REED BUNTING The Tomline Wall is a good place all year to see Reed Buntings and Linnets. In summer Whitethroats nest in the brambles and recently Nightingales have been singing by the practice ground.

SKYLARK Skylarks were once common nesters on both courses and the Club is managing certain areas to try and encourage this declining species.

SEA HOLLY The beautiful Sea Holly survives on the course near the Martello tower. There are also many maritime plants on the adjacent shingle beach, including Sea Kale, Sea Pea and Yellow-horned Poppy.

WATER VOLE There is a good population of Water Voles. Highly protected, these animals (not rats) have their homes in the many ditch banks on both courses and are often noted by members.

KINGFISHER Kingfishers are one of the more spectacular among the 150 bird species recorded on our courses.

BRENT GEESE Winter flocks of Dark-bellied Brent Geese are to be seen from the Deben river wall and the practice ground often plays host to large flocks of Starlings and occasionally Lapwings and Golden Plovers.

ORCHIDS With good management, an initially small group of Southern Marsh Orchids has become an amazing display in late May/June each year.

STOAT Predators like Stoats and Weasels, along with birds of prey, indicate an adequate food supply. There are good populations of small mammals like Shrews, Mice and Bank and Field Voles to sustain them.

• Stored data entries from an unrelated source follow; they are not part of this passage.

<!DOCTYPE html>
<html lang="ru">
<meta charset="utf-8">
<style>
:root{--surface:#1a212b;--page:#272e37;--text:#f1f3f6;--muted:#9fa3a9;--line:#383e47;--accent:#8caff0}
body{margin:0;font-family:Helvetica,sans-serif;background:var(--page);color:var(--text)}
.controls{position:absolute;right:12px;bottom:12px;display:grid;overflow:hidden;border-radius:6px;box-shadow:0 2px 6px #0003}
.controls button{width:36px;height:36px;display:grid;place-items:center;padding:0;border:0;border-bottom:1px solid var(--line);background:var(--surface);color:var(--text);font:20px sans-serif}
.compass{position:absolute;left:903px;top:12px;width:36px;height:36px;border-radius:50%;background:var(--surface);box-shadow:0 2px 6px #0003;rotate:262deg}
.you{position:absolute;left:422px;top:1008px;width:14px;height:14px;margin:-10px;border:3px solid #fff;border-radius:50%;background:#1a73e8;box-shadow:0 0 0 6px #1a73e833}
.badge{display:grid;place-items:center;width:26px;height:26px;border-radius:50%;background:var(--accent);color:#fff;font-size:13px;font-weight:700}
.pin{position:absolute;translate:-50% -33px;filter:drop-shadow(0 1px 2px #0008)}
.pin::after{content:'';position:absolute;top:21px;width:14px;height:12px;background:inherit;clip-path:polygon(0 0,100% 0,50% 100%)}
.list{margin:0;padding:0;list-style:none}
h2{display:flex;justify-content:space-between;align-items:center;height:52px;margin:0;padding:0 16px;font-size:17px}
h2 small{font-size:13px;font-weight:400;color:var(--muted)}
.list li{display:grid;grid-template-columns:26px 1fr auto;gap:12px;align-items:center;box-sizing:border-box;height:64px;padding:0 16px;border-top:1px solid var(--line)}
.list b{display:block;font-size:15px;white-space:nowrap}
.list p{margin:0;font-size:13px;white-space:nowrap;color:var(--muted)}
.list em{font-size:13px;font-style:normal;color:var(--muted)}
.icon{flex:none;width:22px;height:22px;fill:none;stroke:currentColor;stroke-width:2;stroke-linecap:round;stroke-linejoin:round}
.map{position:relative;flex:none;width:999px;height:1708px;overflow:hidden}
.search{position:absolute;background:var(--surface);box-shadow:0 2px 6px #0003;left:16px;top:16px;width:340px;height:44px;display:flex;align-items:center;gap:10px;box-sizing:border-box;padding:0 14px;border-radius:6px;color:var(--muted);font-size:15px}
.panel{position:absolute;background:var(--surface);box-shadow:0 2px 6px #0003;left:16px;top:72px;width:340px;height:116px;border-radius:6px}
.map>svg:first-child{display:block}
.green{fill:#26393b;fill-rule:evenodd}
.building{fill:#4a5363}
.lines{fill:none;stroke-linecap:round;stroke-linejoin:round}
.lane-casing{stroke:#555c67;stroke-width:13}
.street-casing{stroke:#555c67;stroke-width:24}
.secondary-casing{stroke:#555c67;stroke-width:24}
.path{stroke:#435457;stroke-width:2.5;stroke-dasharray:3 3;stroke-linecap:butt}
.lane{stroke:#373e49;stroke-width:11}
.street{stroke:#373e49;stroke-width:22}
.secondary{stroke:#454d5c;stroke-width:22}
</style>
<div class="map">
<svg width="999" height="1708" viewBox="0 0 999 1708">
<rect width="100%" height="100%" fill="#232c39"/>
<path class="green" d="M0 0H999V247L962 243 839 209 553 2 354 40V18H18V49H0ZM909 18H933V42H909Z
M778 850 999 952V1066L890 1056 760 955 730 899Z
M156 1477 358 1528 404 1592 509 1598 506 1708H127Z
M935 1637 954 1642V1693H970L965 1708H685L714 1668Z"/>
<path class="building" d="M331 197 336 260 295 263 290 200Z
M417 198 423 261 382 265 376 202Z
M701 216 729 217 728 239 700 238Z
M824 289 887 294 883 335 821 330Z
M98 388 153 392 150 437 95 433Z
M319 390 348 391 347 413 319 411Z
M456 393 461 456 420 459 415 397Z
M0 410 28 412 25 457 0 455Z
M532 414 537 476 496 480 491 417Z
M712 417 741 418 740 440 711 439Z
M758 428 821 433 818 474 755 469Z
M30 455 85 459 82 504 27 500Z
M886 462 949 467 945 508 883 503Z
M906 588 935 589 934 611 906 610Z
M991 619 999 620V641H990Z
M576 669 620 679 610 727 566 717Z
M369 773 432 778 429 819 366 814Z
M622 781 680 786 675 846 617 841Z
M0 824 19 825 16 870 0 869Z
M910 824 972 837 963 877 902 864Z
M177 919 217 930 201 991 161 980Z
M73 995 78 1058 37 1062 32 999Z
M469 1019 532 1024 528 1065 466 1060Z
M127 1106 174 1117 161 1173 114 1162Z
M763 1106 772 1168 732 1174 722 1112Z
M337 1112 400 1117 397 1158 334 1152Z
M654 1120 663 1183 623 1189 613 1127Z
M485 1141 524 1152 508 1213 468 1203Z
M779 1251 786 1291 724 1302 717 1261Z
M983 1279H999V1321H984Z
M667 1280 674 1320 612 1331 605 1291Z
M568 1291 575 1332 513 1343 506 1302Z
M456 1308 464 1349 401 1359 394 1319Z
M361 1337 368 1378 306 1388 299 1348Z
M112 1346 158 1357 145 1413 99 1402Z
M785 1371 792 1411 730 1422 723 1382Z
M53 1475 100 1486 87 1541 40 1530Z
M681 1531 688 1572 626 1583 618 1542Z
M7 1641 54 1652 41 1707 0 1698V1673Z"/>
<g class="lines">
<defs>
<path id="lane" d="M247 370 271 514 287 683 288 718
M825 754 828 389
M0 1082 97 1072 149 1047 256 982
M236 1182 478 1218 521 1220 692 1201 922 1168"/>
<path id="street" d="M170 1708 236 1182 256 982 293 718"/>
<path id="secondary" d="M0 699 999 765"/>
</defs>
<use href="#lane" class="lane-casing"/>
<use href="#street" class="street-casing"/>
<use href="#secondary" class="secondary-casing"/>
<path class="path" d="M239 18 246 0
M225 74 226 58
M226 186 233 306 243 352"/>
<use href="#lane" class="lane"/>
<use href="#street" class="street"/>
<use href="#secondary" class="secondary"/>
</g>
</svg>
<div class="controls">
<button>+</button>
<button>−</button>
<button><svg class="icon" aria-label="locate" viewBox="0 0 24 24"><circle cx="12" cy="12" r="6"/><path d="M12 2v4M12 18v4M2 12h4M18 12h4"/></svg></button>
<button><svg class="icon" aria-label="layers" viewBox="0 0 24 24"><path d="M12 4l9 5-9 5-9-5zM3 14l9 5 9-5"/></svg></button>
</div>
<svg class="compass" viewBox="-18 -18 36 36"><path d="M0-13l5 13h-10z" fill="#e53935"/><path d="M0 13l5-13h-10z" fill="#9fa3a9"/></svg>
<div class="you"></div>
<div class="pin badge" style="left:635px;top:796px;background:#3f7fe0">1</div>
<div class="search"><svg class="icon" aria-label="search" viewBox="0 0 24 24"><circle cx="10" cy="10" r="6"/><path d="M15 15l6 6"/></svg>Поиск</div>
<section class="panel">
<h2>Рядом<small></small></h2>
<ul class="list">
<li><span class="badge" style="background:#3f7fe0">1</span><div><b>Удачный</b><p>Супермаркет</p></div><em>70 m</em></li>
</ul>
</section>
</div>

DRAGONFLY Hawker and Darter Dragonflies as well as Damselflies, are numerous over the ponds in the summer.

PAINTED LADY The Painted Lady butterflies seen in summer are probably part of the seasonal migration from the Mediterranean. Among the more common butterflies seen are Peacock, Meadow Brown, Gatekeeper and Ringlet.

GRASS SNAKE Grass Snakes and Slow Worms favour the undisturbed grass and reeds to the North of the Martello course.